The web is a series of "things" with links between them.

In math a series of "objects" with links in between them is called a graph.

In computer science a graph is data structured along the mathematical graph concepts.

The World Wide Web then looks like and can be acted upon mathematically as a graph.



Graph algorithms " series of math calculations to extract data from or conclude things about a graph " are heavily used in computer science.


At the heart of Google was the PageRank algorithm.

PageRank is a graph algorithm that extracts meaning from a graph (the web) by looking at the structure of the graph: it looks at the links (edges in math) between pages (nodes) and assigns a numerical value to each page based on the links found. By repeating this several times, going over the same graph time and time again, the most connected pages can be found:  these pages are then considered by Google to be the most important (#1 ranking), and their links are considered the most influential.

The correlation Google draws between link, value of links, and the importance of a page was an intuitive one. People who used Google found the search results ordered (ranked) this way very, very relevant, confirming the intuitive correlation.


We just know in our gut that there has to be a correlation between the number of people that like (Facebook), tweet (Twitter), or Plus One (Google) a page.

That's the answer.

The question is: what is the nature or the meaning of this correlation?

Is there a correlation between relevance and social shares? Traffic and social shares? Are social shares maybe only relevant and correlated within one's social network; you visit what I visit but outside of our relationship people could care less? Do pages with more links get equally more social shares? Are too many social shares a sign of web spam?


When you have a lot of related data in rows and columns (a table of data for you and me; a matrix in math) you know they are related in the sense that the data belongs to each other.

If you want to explore or confirm relationships in, especially, massive data sets with lots of "noise" (bad data), unknown connections, and all kinds of cross linked interactions , then you would use factor analysis.

Factor analysis is a mathematical tool that can show patterns of occurrence.

For example, in a large data set of everyday objects, factor analysis can show that there are patterns of occurrence. That beds appear with houses but are less likely to appear with office. An insurance expert could use the data set of everyday objects together with everyday accidents and factor analysis could shows or confirm that ladder appears a lot with broken bones.

Combining social and economical data social scientists, economists, and politicians can explore which patterns seem to be beneficial for economic growth or which promote peace and stability.


Google will go through a period where they collect +1 data but not act on it.

Once they have a large data set they can apply factor analysis to have the data tell them what the meaning of the +1 variable is and what its various values seem to imply.

The patterns of occurrence found can be compared with models Google might have made or with a similar data set from a smaller collection which contains more trusted data.

With the plus one meanings known, Google can then codify this meaning.

Aware of what the different values stand for, which frequencies are normal, and which patterns of appearance are odd, Google can set the bottom and ceiling triggers and create a negative filter, a normative filter, and a positive filter.


I expect that the primary occurrence patterns will be:

  • Social Influencer: this is where +1 starts today and will start every time.

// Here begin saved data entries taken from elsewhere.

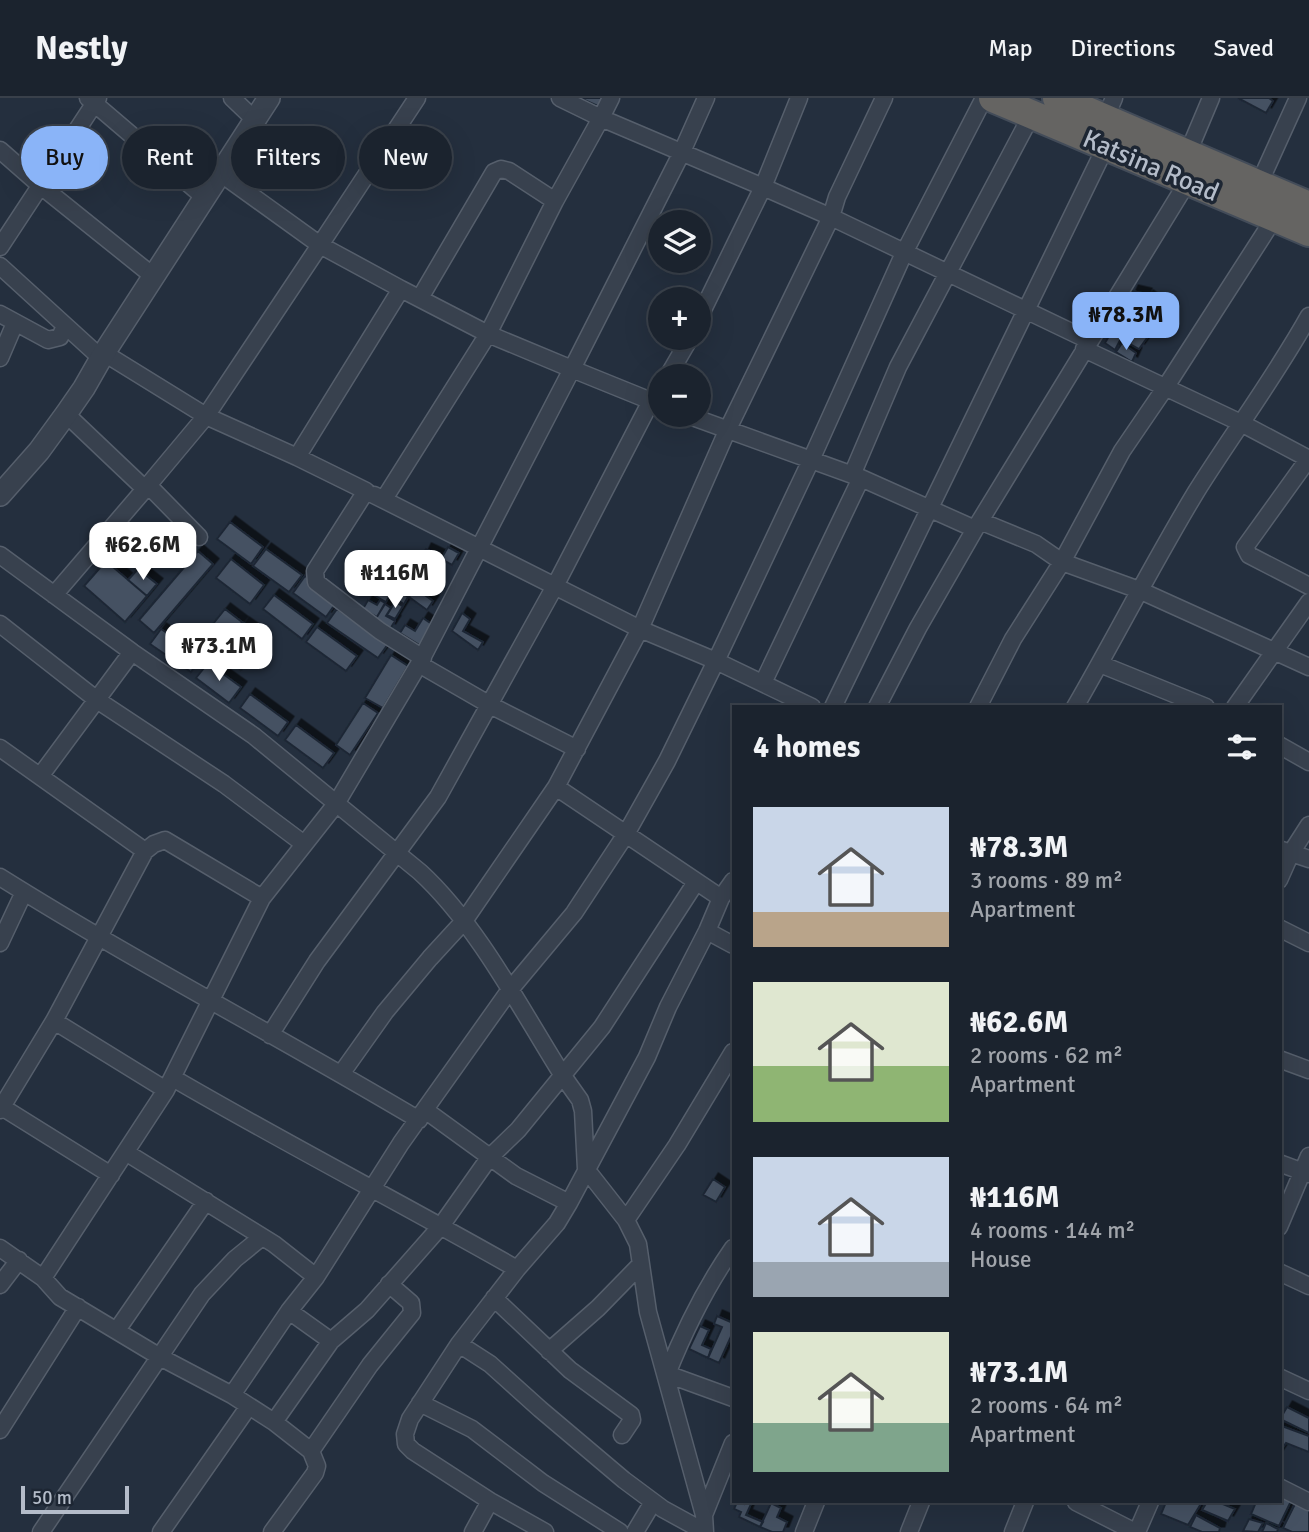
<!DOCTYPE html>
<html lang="en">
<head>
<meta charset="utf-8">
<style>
  body { margin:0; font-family:Signika,sans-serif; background:#242b36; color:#f1f3f6; height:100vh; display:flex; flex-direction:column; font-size:26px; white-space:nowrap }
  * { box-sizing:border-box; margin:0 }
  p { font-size:23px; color:#a0a4aa }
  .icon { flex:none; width:38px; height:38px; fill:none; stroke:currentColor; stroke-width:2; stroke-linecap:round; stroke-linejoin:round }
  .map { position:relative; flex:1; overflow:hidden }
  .drawer { position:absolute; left:732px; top:607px; width:550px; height:798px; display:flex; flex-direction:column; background:#1b232e; border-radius:0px; box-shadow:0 7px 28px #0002,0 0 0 2px #39404a }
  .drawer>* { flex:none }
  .guide { position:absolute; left:21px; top:28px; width:606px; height:63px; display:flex; gap:14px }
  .fabs { position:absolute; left:648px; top:112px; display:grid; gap:14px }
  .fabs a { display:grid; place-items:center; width:63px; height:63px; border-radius:50%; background:#1b232e; box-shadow:0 7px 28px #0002,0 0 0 2px #39404a; font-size:35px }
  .scale { position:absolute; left:21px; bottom:18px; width:108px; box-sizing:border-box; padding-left:7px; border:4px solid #b4bcc9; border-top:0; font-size:19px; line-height:24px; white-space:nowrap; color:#b4bcc9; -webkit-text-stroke:5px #1d2633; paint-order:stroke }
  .price { position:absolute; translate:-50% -60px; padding:0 16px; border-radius:14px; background:#fff; color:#222; font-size:23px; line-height:46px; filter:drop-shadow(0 2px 4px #0008) }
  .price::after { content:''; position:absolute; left:50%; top:42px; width:21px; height:16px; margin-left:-10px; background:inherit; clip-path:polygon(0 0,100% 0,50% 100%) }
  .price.selected { background:#8ab4f8; color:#111 }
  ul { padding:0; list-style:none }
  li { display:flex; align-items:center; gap:21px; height:175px; padding:0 21px }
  li span { display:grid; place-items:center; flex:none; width:196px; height:140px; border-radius:0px; color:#555 }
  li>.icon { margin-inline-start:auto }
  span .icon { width:84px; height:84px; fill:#fffc; stroke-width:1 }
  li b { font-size:30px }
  h2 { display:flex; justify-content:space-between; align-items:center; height:84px; padding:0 21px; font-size:30px }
  .chip { padding:0 24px; border-radius:32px; background:#1b232e; box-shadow:0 7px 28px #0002,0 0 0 2px #39404a; font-size:24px; line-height:63px }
  .chip.selected { background:#8ab4f8; color:#111 }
  header { display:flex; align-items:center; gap:42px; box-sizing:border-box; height:98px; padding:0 35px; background:#1b232e; border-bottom:2px solid #39404a }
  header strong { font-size:33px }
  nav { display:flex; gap:38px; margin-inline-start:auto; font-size:24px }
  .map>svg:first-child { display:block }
</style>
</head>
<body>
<header>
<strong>Nestly</strong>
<nav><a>Map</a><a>Directions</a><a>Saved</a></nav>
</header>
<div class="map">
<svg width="1309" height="1434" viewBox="0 0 1309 1434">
  <defs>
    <filter id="shadow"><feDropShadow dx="5.5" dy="-5.5" stdDeviation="0" flood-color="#0009"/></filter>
  </defs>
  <rect width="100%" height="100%" fill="#242f3e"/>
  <path fill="#455162" stroke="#1f2835" stroke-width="2" filter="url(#shadow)" d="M580,0H604L600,9Z
    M1238,0H1269L1273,3L1266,15Z
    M1133,193L1146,196L1139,210L1129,202Z
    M1148,198L1163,209L1159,216L1143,205Z
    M1126,207L1136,212L1130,224L1119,217Z
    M1142,210L1158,219L1151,229L1134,224Z
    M1118,222L1128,227L1115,252L1105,245Z
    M1141,227L1152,233L1139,251L1130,246Z
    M1122,245L1136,255L1132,264L1116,254Z
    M230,424L263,449L251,466L217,441Z
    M448,449L459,455L452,467L441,461Z
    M266,451L302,477L289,494L253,468Z
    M426,451L443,459L437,472L420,464Z
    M198,453L213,466L154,535L139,522Z
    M231,461L264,487L250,506L216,480Z
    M106,463L147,498L125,524L84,488Z
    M399,466L410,472L399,490L388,484Z
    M138,471L157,486L147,498L128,482Z
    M429,472L438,478L424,496L415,490Z
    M412,473L422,480L409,498L399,490Z
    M305,478L338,502L326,519L293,495Z
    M380,482L394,490L386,504L372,496Z
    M394,490L408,499L404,506L389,497Z
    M415,490L433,503L427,512L409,499Z
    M274,497L313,526L302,541L263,511Z
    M368,502L377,507L380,502L385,505L377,519L363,511Z
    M395,504L403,508L395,521L387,517Z
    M385,506L391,510L386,518L395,523L390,531L375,522Z
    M225,511L242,524L214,560L197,546Z
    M337,511L388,546L378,560L327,525Z
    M462,515L470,521L463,533L483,544L478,552L452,533Z
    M423,520L433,527L421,548L400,535L405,527L415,533Z
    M244,525L264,539L241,572L221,558Z
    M317,529L357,558L346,573L306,544Z
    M161,531L202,558L191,574L150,546Z
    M391,557L408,568L383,610L365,600Z
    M208,565L241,589L229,605L196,580Z
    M250,596L288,624L278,638L240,610Z
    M363,605L378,615L350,657L336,647Z
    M296,627L334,655L323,670L285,642Z
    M713,1081L725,1089L716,1104L703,1097Z
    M717,1218L733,1225V1234L719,1265L708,1260L722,1229L714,1226Z
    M700,1228L709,1232L702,1247L711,1251L708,1260L689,1251Z
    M1287,1309L1309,1320V1335L1280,1321Z
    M1279,1327L1309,1338V1354L1286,1345L1279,1355Z
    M1279,1395L1292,1401L1279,1428L1251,1416L1256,1404H1279Z
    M737,1404L744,1406L745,1404H752L746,1417L763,1424L760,1429L739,1419L741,1414L734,1411Z
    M1166,1404H1202L1188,1427L1161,1416Z
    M1207,1404H1218L1235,1411L1228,1423L1202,1412Z
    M1296,1404L1309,1410V1434H1292L1283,1430Z
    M771,1405L781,1410L777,1419L787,1424L783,1434H772L760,1429Z
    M1196,1417L1220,1430L1219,1434H1202L1190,1429Z
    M1249,1421L1263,1425L1258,1434L1243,1433Z
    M1266,1425L1278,1431L1277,1434H1262Z"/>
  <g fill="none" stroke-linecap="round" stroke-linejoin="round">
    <g stroke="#565f6c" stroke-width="19">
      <path id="minor" d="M88,0L204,99
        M232,0L255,22
        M560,0L601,20L611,0
        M799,0L763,89L831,119L1090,243
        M1105,21L1114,0
        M0,52L41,88L153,178
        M1187,57L1211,0
        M1259,86L1298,0
        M0,149L98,0
        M0,168L101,260
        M401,191L488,236L555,103L601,20L763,89L698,222
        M420,200L494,74L501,71L509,73L555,103
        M0,216L48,242L60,239L65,228
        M1084,251L1241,325L1309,361
        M104,255L206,318L320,147L220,75
        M0,260L15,225
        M668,278L690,240
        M66,316L145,391L206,318L297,359L366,393L315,473L316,484L380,533L423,560
        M687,317L861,380L975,431
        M297,359L401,191L320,147L417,0
        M1309,360L1245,449L1249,457L1309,488
        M852,377L898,269L1032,16
        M148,387L199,439
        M374,397L640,531L716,563L812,609
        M384,401L488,236L572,271L681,56L706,0
        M980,423L1036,446L1062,464L1139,492L1309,569
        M0,457L132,554L254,638L420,774C477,826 522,913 563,978L580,1002L583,1013L586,1071L626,1122L638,1146L648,1214L704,1417L705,1434
        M54,497L145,391
        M0,526L97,602L224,686L304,746
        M419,566L490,607L577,651
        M1100,566L1206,609
        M763,585L861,380
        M833,609L1106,48
        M877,609L918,530L975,431L1188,83
        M978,609L1013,541L1062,464L1122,353L1165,290L1275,119
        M1075,609C1116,538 1153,465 1196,394C1233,335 1275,279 1309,218
        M1235,609L1309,504
        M1279,647L1309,664
        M0,650L145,753
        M41,677L132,554
        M556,689L721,800
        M1279,751L1309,761
        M0,779C137,865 280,939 419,1022
        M1279,782L1291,755L1309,727
        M1279,830L1309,845
        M707,833L733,847
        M0,845L24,794
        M54,923L166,992
        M270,937L317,863L438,699L555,488L651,303L659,306
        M1279,961L1309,972
        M341,976L385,914L430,860L464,823L556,689L640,531L727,333L831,119L837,99L884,0
        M173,980C286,1046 403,1106 517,1171
        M2,1009L111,1077
        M0,1012L54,923L145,753L154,746L165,742L262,800
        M425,1012L516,1078L569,1105
        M127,1055L274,1146L316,1179
        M1279,1065L1309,1076
        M626,1122L677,1047L733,954
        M1279,1129L1309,1058
        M0,1150L43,1180L60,1199L160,1259L232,1297L274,1324L311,1353L317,1368L315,1375L272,1434
        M733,1150C705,1190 685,1231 667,1276L733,1300
        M1279,1174L1309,1188
        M43,1180L166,992L262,800L336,706L419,566L572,271L651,303L660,290
        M0,1187L19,1162
        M494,1200L570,1272L631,1317L632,1322L622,1337
        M289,1213L331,1243
        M117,1232L206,1103
        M459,1246L490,1266L540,1311L624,1382L663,1411L705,1434
        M549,1253L598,1210L641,1166
        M1279,1279L1309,1293
        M232,1297L289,1213L316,1179L401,1045L509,893L574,815L626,736L667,663L716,563L811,362L904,155L984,0
        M420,1305L472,1331L543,1385L620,1434
        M274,1324L331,1243L367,1212L419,1153L441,1128L489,1060L518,1032L602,929L696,784
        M0,1332L78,1209
        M311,1353L370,1267L412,1215L411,1205L389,1186
        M1279,1389L1309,1404
        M1076,1404L1135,1434
        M704,1417L733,1345
        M41,1434L202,1196L235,1161L262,1139
        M161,1434L249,1308
        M473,1434L490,1403
        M545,1434L490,1403L413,1353L406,1346L405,1336L410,1321L459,1246L517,1171L557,1125L569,1105L647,959L668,909L707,833L721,800L733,783
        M635,1434L653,1404
        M804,1434L816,1404
        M909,1434L921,1404
        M1013,1434L1025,1404
        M1137,1434L1150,1404"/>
    </g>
    <g stroke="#565f6c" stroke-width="24">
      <path id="tertiary" d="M0,397L39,353L66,316L84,290L104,255L269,0"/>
    </g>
    <g stroke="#434c59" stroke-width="32">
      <path id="trunk" d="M993,0L1309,134
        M1057,0L1309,108"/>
    </g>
    <use href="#minor" stroke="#38414e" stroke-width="16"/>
    <use href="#tertiary" stroke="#38414e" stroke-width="21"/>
    <use href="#trunk" stroke="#656462" stroke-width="28"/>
  </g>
  <g text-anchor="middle" stroke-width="7" stroke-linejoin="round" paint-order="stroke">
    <g font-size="26" fill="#b4bcc9" stroke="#1d2633">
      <text transform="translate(1151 67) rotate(23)" y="9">Katsina Road</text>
    </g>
  </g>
</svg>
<div class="fabs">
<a><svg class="icon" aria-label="layers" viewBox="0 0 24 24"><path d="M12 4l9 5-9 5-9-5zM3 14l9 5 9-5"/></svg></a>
<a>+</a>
<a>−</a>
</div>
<div class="scale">50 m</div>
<b class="price selected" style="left:1126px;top:254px">₦78.3M</b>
<b class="price" style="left:143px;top:484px">₦62.6M</b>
<b class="price" style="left:395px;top:512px">₦116M</b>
<b class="price" style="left:219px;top:585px">₦73.1M</b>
<div class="guide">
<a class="chip selected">Buy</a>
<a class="chip">Rent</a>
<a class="chip">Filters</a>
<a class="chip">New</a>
</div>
<section class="drawer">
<h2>4 homes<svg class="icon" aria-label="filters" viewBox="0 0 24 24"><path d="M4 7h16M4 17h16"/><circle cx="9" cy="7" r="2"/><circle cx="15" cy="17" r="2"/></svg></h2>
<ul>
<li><span style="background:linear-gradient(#c9d6e8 75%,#b9a48a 0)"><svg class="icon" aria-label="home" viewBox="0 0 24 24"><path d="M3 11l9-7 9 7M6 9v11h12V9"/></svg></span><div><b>₦78.3M</b><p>3 rooms · 89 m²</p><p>Apartment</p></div></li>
<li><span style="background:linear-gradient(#dfe7d0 60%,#8fb573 0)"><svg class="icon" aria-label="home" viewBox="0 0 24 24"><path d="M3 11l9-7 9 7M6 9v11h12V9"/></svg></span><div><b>₦62.6M</b><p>2 rooms · 62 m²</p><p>Apartment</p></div></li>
<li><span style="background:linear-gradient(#c9d6e8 75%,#9aa5b1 0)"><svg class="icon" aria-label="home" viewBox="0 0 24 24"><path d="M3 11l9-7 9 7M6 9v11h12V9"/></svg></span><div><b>₦116M</b><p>4 rooms · 144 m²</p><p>House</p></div></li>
<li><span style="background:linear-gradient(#dfe7d0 65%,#7fa58c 0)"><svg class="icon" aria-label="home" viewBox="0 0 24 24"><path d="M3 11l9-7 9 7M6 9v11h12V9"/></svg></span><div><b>₦73.1M</b><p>2 rooms · 64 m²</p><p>Apartment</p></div></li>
</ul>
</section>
</div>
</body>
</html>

The pattern is localized in the social network of the user making the +1 vote. From that user the effects ripples through her network, causing additional +1 votes from other people in the network; the +1'd site is very valuable or relevant to that network for that query.
    Other terms relevant here: localized expert; trust.
  • Network Hopping: when the initial +1 has traveled through the localized network and the subsequent +1's cause people in the connected networks (friends-of-friends, etc.) to +1 the result.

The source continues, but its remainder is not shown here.